## Problem to solve
Scan the records for the string "align"; copy each line where it occurs.

(Collected data entries)
────

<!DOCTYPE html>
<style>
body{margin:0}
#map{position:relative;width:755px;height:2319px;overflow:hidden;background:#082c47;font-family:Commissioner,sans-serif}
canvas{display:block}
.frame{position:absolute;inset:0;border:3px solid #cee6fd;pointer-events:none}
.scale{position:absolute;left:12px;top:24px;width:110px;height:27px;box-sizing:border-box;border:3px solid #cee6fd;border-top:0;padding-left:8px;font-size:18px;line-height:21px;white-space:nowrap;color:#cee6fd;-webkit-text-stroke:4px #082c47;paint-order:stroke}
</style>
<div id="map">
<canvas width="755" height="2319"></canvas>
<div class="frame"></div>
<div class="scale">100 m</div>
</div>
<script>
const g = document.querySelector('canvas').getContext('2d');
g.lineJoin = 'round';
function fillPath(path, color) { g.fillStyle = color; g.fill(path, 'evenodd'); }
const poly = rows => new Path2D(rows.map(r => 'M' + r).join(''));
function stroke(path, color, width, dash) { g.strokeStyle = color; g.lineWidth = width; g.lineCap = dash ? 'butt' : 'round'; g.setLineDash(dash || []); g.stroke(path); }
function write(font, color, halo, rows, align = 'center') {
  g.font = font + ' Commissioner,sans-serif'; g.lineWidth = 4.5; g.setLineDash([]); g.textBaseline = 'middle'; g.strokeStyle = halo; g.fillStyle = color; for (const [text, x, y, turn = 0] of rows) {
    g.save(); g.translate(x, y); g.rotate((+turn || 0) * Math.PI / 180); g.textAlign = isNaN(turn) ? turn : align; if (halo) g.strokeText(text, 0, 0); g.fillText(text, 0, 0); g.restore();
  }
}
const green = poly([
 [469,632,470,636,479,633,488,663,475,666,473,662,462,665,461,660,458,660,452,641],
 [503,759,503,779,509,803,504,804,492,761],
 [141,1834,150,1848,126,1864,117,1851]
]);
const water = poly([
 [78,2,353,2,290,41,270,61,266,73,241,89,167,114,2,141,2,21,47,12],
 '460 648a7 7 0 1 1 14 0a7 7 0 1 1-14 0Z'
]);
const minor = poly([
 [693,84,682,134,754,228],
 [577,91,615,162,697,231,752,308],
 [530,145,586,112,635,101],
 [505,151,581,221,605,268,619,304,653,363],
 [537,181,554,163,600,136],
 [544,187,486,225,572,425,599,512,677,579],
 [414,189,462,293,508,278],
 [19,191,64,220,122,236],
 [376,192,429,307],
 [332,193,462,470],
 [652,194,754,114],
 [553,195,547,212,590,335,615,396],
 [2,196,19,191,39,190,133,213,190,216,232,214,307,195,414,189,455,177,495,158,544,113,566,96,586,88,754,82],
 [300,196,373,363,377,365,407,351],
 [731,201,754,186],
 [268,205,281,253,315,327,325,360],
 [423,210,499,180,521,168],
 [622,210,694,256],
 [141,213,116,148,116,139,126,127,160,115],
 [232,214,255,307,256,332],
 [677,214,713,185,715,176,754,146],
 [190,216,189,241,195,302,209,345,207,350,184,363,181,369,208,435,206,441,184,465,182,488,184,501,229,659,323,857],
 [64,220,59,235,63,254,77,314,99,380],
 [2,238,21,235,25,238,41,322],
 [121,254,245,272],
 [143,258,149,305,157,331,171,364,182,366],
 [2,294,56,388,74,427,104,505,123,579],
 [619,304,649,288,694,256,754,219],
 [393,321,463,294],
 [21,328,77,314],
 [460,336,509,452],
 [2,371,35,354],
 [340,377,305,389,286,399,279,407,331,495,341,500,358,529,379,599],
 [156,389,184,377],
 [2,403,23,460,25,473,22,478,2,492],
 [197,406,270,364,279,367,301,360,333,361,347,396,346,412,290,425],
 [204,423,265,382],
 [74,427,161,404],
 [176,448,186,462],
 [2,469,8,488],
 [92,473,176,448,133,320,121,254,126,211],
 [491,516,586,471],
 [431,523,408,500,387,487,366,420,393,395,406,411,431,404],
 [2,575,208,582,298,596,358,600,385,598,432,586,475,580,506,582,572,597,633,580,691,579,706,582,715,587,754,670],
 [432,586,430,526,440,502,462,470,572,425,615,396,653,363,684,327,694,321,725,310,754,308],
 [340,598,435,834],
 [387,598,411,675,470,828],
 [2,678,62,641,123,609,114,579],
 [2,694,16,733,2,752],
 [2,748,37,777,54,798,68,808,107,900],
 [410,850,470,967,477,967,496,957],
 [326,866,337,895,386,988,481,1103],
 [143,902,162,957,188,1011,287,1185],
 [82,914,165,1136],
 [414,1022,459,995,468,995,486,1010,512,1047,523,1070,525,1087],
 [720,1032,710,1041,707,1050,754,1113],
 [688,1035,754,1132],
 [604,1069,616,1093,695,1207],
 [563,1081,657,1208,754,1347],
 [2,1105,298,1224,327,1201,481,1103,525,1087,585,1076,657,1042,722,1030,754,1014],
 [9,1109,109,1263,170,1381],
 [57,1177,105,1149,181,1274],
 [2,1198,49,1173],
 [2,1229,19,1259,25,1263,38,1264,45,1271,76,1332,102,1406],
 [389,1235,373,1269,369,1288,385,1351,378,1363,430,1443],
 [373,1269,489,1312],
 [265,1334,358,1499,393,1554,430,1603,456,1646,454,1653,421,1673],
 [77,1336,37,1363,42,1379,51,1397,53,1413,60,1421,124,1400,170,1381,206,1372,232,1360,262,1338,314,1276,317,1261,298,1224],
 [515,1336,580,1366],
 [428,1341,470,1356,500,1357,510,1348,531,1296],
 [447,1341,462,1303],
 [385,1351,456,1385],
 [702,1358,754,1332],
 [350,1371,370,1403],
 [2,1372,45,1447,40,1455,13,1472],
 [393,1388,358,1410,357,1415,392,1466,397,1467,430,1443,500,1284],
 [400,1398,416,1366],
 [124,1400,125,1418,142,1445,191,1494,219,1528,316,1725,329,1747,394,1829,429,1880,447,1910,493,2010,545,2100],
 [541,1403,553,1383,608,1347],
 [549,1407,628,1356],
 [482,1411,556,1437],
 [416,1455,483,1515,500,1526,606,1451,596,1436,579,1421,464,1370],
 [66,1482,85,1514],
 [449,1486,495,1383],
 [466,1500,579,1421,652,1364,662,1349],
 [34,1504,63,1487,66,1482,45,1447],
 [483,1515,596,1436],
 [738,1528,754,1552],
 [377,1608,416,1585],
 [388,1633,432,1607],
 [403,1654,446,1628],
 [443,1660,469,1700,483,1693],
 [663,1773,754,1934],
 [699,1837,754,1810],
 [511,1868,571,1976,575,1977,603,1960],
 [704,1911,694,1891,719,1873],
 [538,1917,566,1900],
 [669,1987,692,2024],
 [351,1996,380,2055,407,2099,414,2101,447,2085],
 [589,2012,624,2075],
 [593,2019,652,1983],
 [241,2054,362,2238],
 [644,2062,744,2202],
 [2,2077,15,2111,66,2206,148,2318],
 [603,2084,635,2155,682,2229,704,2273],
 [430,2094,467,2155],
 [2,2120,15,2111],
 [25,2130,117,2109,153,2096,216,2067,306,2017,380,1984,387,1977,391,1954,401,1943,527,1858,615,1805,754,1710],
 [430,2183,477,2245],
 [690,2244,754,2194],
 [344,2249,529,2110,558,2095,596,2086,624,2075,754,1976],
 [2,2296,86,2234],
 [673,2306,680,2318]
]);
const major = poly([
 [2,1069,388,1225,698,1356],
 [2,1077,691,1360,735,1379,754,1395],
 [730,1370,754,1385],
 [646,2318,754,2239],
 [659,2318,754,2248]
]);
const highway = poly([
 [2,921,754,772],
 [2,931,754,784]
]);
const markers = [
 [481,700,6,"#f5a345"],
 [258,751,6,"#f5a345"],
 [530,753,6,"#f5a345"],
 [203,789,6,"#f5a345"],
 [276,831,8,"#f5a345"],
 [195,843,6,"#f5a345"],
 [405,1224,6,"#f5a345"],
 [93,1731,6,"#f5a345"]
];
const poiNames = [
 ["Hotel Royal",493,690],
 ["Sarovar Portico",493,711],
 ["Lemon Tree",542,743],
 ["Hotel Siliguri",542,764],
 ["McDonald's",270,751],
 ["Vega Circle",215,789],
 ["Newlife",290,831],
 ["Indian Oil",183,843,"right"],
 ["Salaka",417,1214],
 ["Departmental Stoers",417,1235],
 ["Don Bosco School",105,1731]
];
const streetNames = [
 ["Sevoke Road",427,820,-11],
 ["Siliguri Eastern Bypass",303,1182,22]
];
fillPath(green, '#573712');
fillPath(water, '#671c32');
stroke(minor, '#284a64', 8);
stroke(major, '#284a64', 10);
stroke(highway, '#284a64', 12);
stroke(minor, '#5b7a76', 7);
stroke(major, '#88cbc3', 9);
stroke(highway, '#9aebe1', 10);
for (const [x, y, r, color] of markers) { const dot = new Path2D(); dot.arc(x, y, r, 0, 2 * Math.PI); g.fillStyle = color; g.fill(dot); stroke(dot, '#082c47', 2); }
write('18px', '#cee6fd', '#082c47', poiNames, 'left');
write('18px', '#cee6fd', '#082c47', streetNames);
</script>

────

## Exercise solution
function write(font, color, halo, rows, align = 'center') {
    g.save(); g.translate(x, y); g.rotate((+turn || 0) * Math.PI / 180); g.textAlign = isNaN(turn) ? turn : align; if (halo) g.strokeText(text, 0, 0); g.fillText(text, 0, 0); g.restore();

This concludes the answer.